Moderate Alcohol Intake May Help Prevent Arthritis
Study in mice suggests that low alcohol consumption may be similarly protective in humans
MONDAY, Dec. 25 (HealthDay News) -- In mice, low alcohol consumption reduces the risk of developing collagen-induced arthritis, suggesting that safe levels of alcohol consumption may be beneficial in humans, according to study results published online Dec. 21 in the Proceedings of the National Academy of Sciences.
Andrej Tarkowski, M.D., of Goteborg University in Goteborg, Sweden, and colleagues placed collagen type II-immunized mice on a daily regimen of either tap water or water supplemented with 10 percent ethanol.

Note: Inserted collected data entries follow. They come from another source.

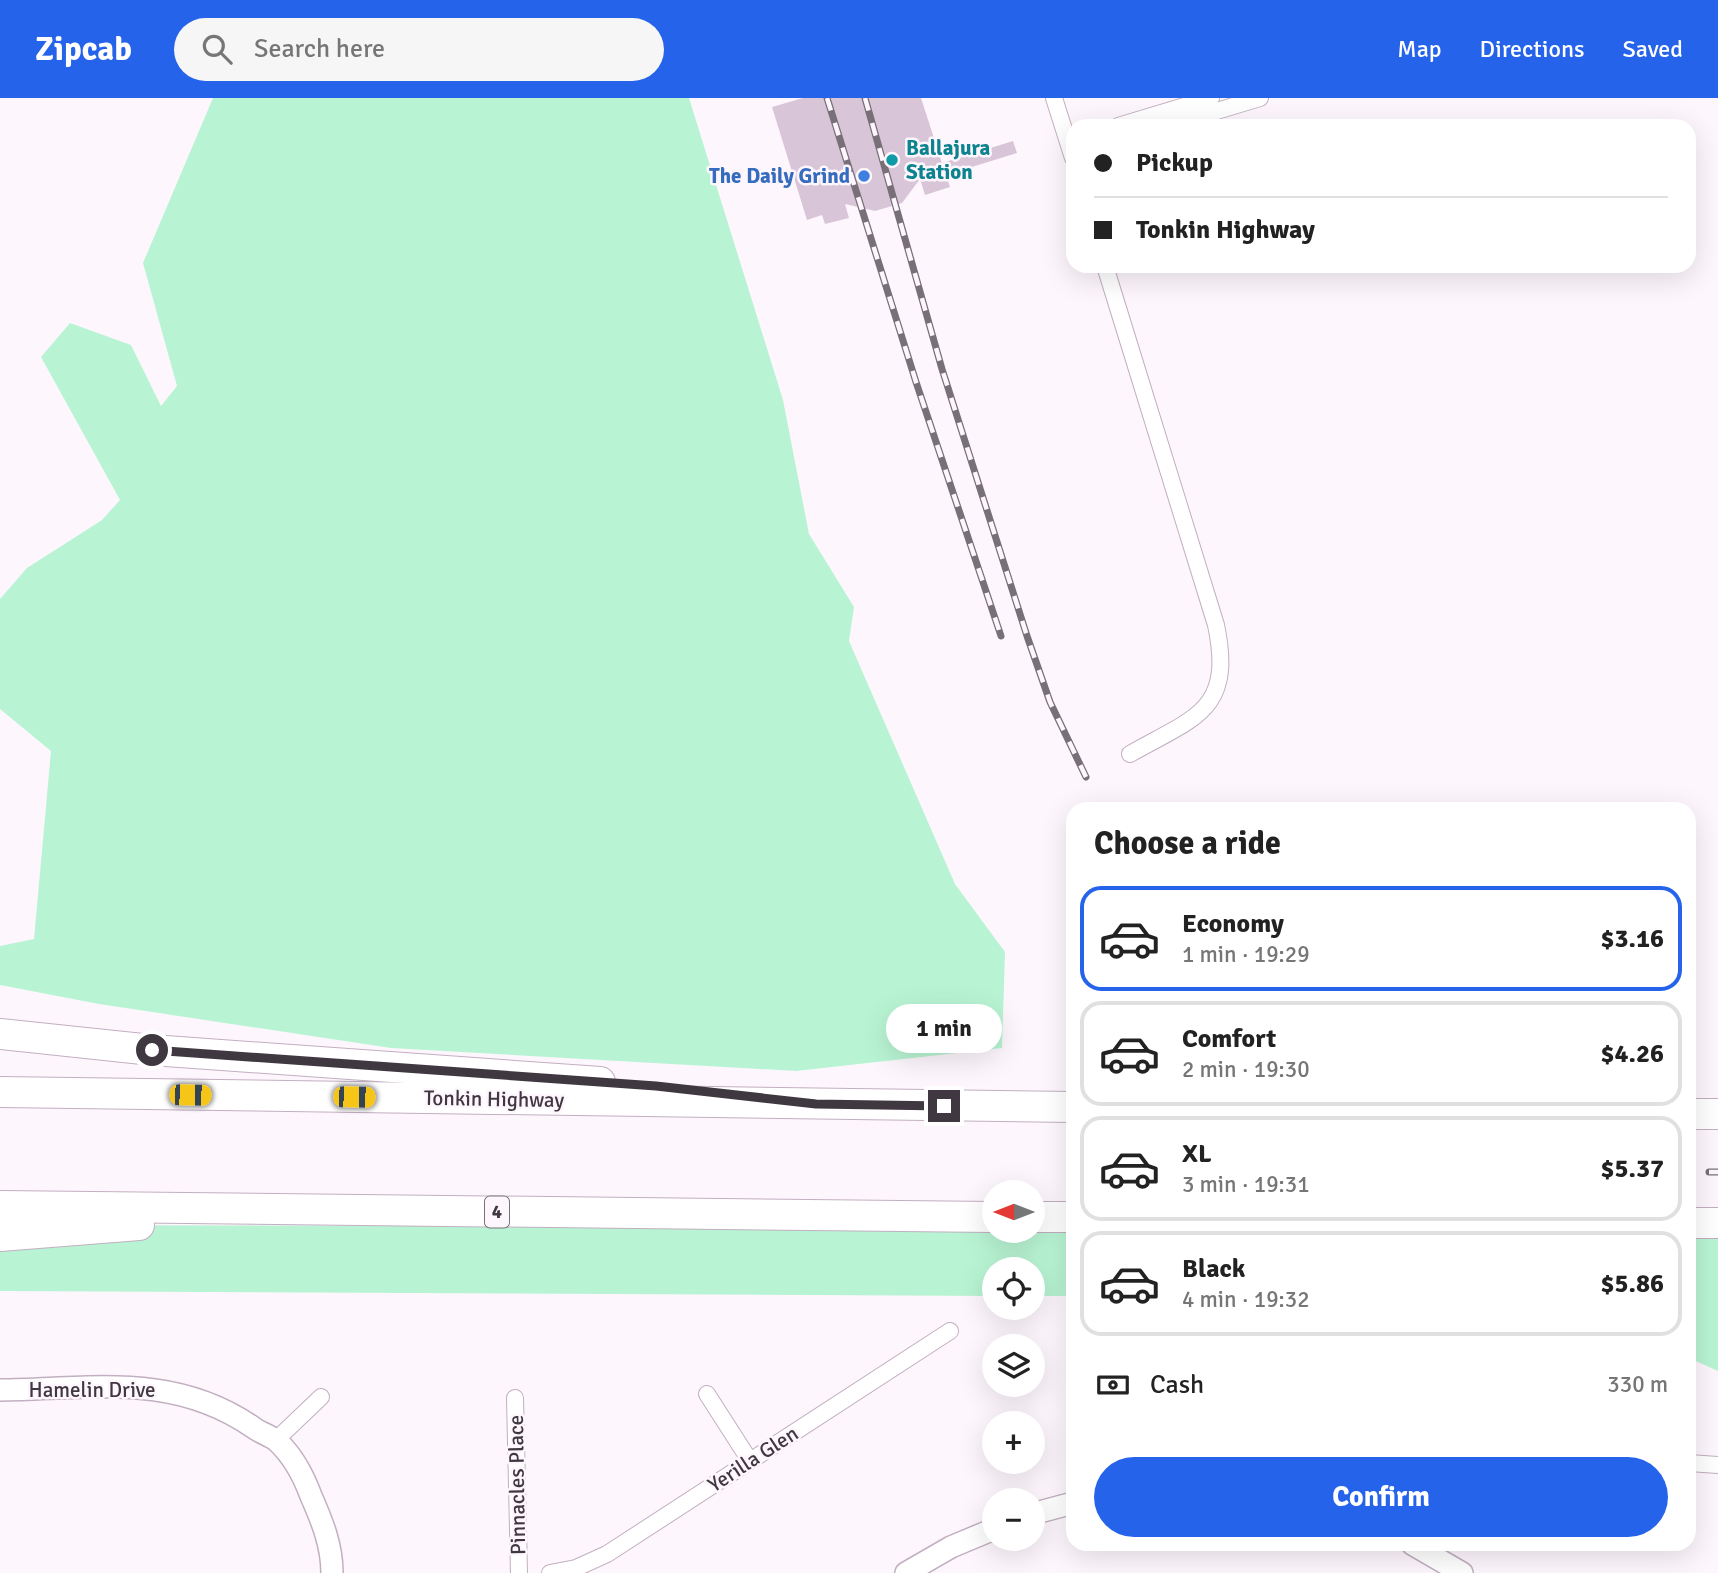 <!DOCTYPE html>
<html lang="en">
<head>
<meta charset="utf-8">
<style>
  :root { --surface:#fff; --page:#f6f6f6; --text:#222; --muted:#767676; --line:#e0e0e0; --accent:#2563eb }
  body { margin:0; font-family:Signika,sans-serif; background:var(--page); color:var(--text); height:100vh; display:flex; flex-direction:column; font-size:26px; white-space:nowrap }
  * { box-sizing:border-box; margin:0 }
  p { font-size:23px; color:var(--muted) }
  .icon { flex:none; width:38px; height:38px; fill:none; stroke:currentColor; stroke-width:2; stroke-linecap:round; stroke-linejoin:round }
  .map { position:relative; flex:1; overflow:hidden }
  .details { position:absolute; left:1066px; top:704px; width:630px; height:749px; display:flex; flex-direction:column; background:var(--surface); border-radius:21px; box-shadow:0 7px 28px #0002 }
  .details>* { flex:none }
  .guide { position:absolute; left:1066px; top:21px; width:630px; height:154px; border-radius:21px; box-shadow:0 7px 28px #0002; display:grid; align-content:center; height:154px; padding:0 28px; background:var(--surface) }
  .needle { width:46px; rotate:270deg }
  .tools { position:absolute; left:982px; top:1082px; display:grid; gap:14px }
  .tools a { display:grid; place-items:center; width:63px; height:63px; border-radius:50%; background:var(--surface); box-shadow:0 7px 28px #0002; font-size:35px }
  .end { position:absolute; width:32px; height:32px; margin:-16px; border:9px solid #403840; background:#fff; box-shadow:0 0 0 4px #fff }
  .from { border-radius:50% }
  .bubble { position:absolute; height:49px; border-radius:24px; background:var(--surface); box-shadow:0 7px 28px #0002; font-size:23px; font-weight:700; line-height:49px; text-align:center }
  .car { position:absolute; width:21px; height:42px; margin:-21px -10px; border-radius:9px; box-shadow:0 0 5px 2px #0007; background:linear-gradient(#f5c518 24%,#345 0 40%,#f5c518 0 76%,#345 0 86%,#f5c518 0) }
  .guide b { display:flex; align-items:center; gap:24px; height:66px; font-size:26px }
  .guide b+b { border-top:2px solid var(--line) }
  .guide i { width:18px; height:18px; background:var(--text) }
  ul { padding:0; list-style:none }
  li { display:flex; align-items:center; gap:21px; height:105px; margin:0 14px 10px; padding:0 14px; border:4px solid var(--line); border-radius:21px }
  li div { flex:1 }
  li b { display:block; font-size:26px }
  li em { font-style:normal; font-weight:700 }
  li.active { border-color:var(--accent) }
  li>.icon { width:63px; height:63px; stroke-width:1.5 }
  h2 { padding:0 28px; font-size:32px; line-height:84px }
  .pay { display:flex; align-items:center; gap:18px; height:77px; padding:0 28px; font-size:26px }
  .pay p { margin-inline-start:auto }
  .button { display:flex; gap:14px; margin-top:auto; padding:14px 28px }
  .button a { flex:1; height:80px; border-radius:42px; background:var(--accent); color:#fff; font-size:28px; font-weight:700; line-height:80px; text-align:center }
  header { display:flex; align-items:center; gap:42px; box-sizing:border-box; height:98px; padding:0 35px; background:var(--accent); color:#fff }
  header strong { font-size:33px }
  nav { display:flex; gap:38px; margin-inline-start:auto; font-size:24px }
  .search { width:490px; height:63px; background:var(--page); display:flex; align-items:center; gap:18px; box-sizing:border-box; padding:0 24px; border-radius:38px; color:var(--muted); font-size:26px }
  .map>svg:first-child { display:block }
  .green { fill:#b8f4d3 }
  .building { fill:#d9c5d8 }
  .lines { fill:none; stroke-linecap:round; stroke-linejoin:round }
  .minor-casing { stroke:#c2afc1; stroke-width:18 }
  .tertiary-casing { stroke:#c2afc1; stroke-width:24 }
  .motorway-casing { stroke:#c2afc1; stroke-width:32 }
  .minor { stroke:#fff; stroke-width:16 }
  .tertiary { stroke:#fff; stroke-width:21 }
  .motorway { stroke:#fff; stroke-width:30 }
  .rail-casing { stroke:#787078; stroke-width:7 }
  .rail { stroke:#fef6fd; stroke-width:4.5; stroke-dasharray:13; stroke-linecap:butt }
  .route { stroke:#403840; stroke-width:9 }
  .culture-dot { fill:#0f9aa8; stroke:#fef6fd; stroke-width:2.5 }
  .shop-dot { fill:#3f7fe0; stroke:#fef6fd; stroke-width:2.5 }
  .labels { text-anchor:middle; dominant-baseline:central; stroke-width:5; stroke-linejoin:round; paint-order:stroke }
  .shield { fill:#fef6fd; stroke:#797179; stroke-width:2 }
  .shield-label { font-size:19px; font-weight:bold; fill:#403840 }
  .culture-label { font-size:21px; font-weight:bold; fill:#0d838f; stroke:#fef6fd; text-anchor:start }
  .shop-label { font-size:21px; font-weight:bold; fill:#366cbe; stroke:#fef6fd; text-anchor:end }
  .street-label { font-size:21px; fill:#403840; stroke:#fef6fd }
</style>
</head>
<body>
<header>
<strong>Zipcab</strong>
<div class="search"><svg class="icon" aria-label="search" viewBox="0 0 24 24"><circle cx="10" cy="10" r="6"/><path d="M15 15l6 6"/></svg>Search here</div>
<nav><a>Map</a><a>Directions</a><a>Saved</a></nav>
</header>
<div class="map">
<svg width="1718" height="1475" viewBox="0 0 1718 1475">
  <rect width="100%" height="100%" fill="#fef6fd"/>
  <!-- green -->
  <g class="green">
    <path d="M213,0H689L783,302L809,436L854,509L849,543L955,786L1005,854L1002,950L796,973L391,950L99,906L0,887V848L34,841L51,653L0,611V501L27,470L102,422L120,402L41,259L70,225L131,247L161,308L177,288L143,165Z"/>
    <path d="M0,1127L994,1129V1132L1073,1129V1198H1033L1032,1171H994V1198L0,1193Z"/>
    <path d="M1689,1130H1718V1273L1689,1260Z"/>
  </g>
  <!-- building -->
  <path class="building" d="M803,0H921L942,65L1013,43L1017,55L946,77L950,89L925,97L920,81L902,105L875,113L845,106L849,120L825,126L822,117L807,122L772,9Z"/>
  <g class="lines">
    <!-- minor casing -->
    <g class="minor-casing">
      <g id="minor">
        <path d="M1054,0L1073,60"/>
        <path d="M1118,28L1211,0"/>
        <path d="M1167,28L1260,0"/>
        <path d="M1105,168L1216,527C1234,613 1195,619 1130,656"/>
        <path d="M707,1296L750,1363"/>
        <path d="M515,1300L519,1475"/>
        <path d="M276,1342L321,1299"/>
        <path d="M1689,1365L1718,1367"/>
        <path d="M550,1475L576,1470L607,1456L950,1233"/>
      </g>
    </g>
    <!-- tertiary casing -->
    <g class="tertiary-casing">
      <g id="tertiary">
        <path d="M0,1292C92,1291 174,1274 254,1330C261,1335 271,1338 277,1343C292,1357 304,1379 311,1398C322,1423 332,1447 332,1475"/>
        <path d="M1032,1416L1073,1405"/>
        <path d="M1412,1446L1462,1475"/>
        <path d="M906,1475L951,1449L994,1431"/>
      </g>
    </g>
    <!-- motorway casing -->
    <g class="motorway-casing">
      <g id="motorway">
        <path d="M0,936L152,952L600,984"/>
        <path d="M0,994L1073,1009"/>
        <path d="M1689,1016H1718"/>
        <path d="M0,1108L994,1119"/>
        <path d="M1032,1119H1073"/>
        <path d="M1689,1125H1718"/>
        <path d="M0,1138L139,1127"/>
      </g>
    </g>
    <!-- minor -->
    <use href="#minor" class="minor"/>
    <!-- tertiary -->
    <use href="#tertiary" class="tertiary"/>
    <!-- motorway -->
    <use href="#motorway" class="motorway"/>
    <!-- rail casing -->
    <g class="rail-casing">
      <g id="rail">
        <path d="M827,0L916,284L1001,538"/>
        <path d="M865,0L942,271L1027,538L1050,604L1086,679"/>
        <path d="M1709,1074H1718"/>
      </g>
    </g>
    <!-- rail -->
    <use href="#rail" class="rail"/>
  </g>
  <g class="lines">
    <!-- route -->
    <path class="route" d="M152,952L656,988L816,1006L944,1008"/>
  </g>
  <!-- markers -->
  <circle class="culture-dot" cx="892" cy="62" r="7"/>
  <circle class="shop-dot" cx="864" cy="78" r="7"/>
  <g class="labels">
    <!-- shield labels -->
    <rect class="shield" x="485" y="1098.5" width="24" height="31" rx="5"/>
    <g class="shield-label">
      <text x="497" y="1114">4</text>
    </g>
    <!-- culture labels -->
    <g class="culture-label">
      <text x="906" y="50">Ballajura<tspan x="906" dy="24">Station</tspan></text>
    </g>
    <!-- shop labels -->
    <g class="shop-label">
      <text x="850" y="78">The Daily Grind</text>
    </g>
    <!-- street labels -->
    <g class="street-label">
      <text transform="translate(494 1001) rotate(1)">Tonkin Highway</text>
      <text x="92" y="1292">Hamelin Drive</text>
      <text transform="translate(753 1361) rotate(-33)">Yerilla Glen</text>
      <text transform="translate(517 1387) rotate(-91)">Pinnacles Place</text>
    </g>
  </g>
</svg>
<div class="tools">
<a><svg class="needle" viewBox="-14 -14 28 28"><path d="M0-13l5 13h-10z" fill="#e53935"/><path d="M0 13l5-13h-10z" fill="#767676"/></svg></a>
<a><svg class="icon" aria-label="locate" viewBox="0 0 24 24"><circle cx="12" cy="12" r="6"/><path d="M12 2v4M12 18v4M2 12h4M18 12h4"/></svg></a>
<a><svg class="icon" aria-label="layers" viewBox="0 0 24 24"><path d="M12 4l9 5-9 5-9-5zM3 14l9 5 9-5"/></svg></a>
<a>+</a>
<a>−</a>
</div>
<i class="end from" style="left:152px;top:952px"></i>
<i class="end" style="left:944px;top:1008px"></i>
<div class="bubble" style="left:886px;top:906px;width:116px">1 min</div>
<i class="car" style="left:190px;top:997px;rotate:91deg"></i>
<i class="car" style="left:354px;top:999px;rotate:91deg"></i>
<div class="guide">
<b><i class="from"></i>Pickup</b>
<b><i></i>Tonkin Highway</b>
</div>
<section class="details">
<h2>Choose a ride</h2>
<ul>
<li class="active"><svg class="icon" aria-label="car" viewBox="0 0 24 24"><path d="M5 17H2v-5l4-1 3-4h7l3 4 3 1v5h-3M9 17h6M6 11h13"/><circle cx="7" cy="17" r="2"/><circle cx="17" cy="17" r="2"/></svg><div><b>Economy</b><p>1 min · 19:29</p></div><em>$3.16</em></li>
<li><svg class="icon" aria-label="car" viewBox="0 0 24 24"><path d="M5 17H2v-5l4-1 3-4h7l3 4 3 1v5h-3M9 17h6M6 11h13"/><circle cx="7" cy="17" r="2"/><circle cx="17" cy="17" r="2"/></svg><div><b>Comfort</b><p>2 min · 19:30</p></div><em>$4.26</em></li>
<li><svg class="icon" aria-label="car" viewBox="0 0 24 24"><path d="M5 17H2v-5l4-1 3-4h7l3 4 3 1v5h-3M9 17h6M6 11h13"/><circle cx="7" cy="17" r="2"/><circle cx="17" cy="17" r="2"/></svg><div><b>XL</b><p>3 min · 19:31</p></div><em>$5.37</em></li>
<li><svg class="icon" aria-label="car" viewBox="0 0 24 24"><path d="M5 17H2v-5l4-1 3-4h7l3 4 3 1v5h-3M9 17h6M6 11h13"/><circle cx="7" cy="17" r="2"/><circle cx="17" cy="17" r="2"/></svg><div><b>Black</b><p>4 min · 19:32</p></div><em>$5.86</em></li>
</ul>
<div class="pay"><svg class="icon" aria-label="cash" viewBox="0 0 24 24"><path d="M3 7h18v10H3z"/><circle cx="12" cy="12" r="2"/></svg>Cash<p>330 m</p></div>
<div class="button"><a>Confirm</a></div>
</section>
</div>
</body>
</html>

Nine days after the mice received a booster immunization with collagen type II, the researchers found that only five of the 25 ethanol-drinking mice (20 percent) showed signs of arthritis compared to 23 of the 27 control mice (85 percent).
"Mice exposed daily to this dose of ethanol did not display any liver toxicity, and the development of erosive arthritis was almost totally abrogated," the authors write. "In contrast, the antibody-mediated effector phase of collagen-induced arthritis was not influenced by ethanol exposure. Also, the major ethanol metabolite, acetaldehyde, prevented the development of arthritis."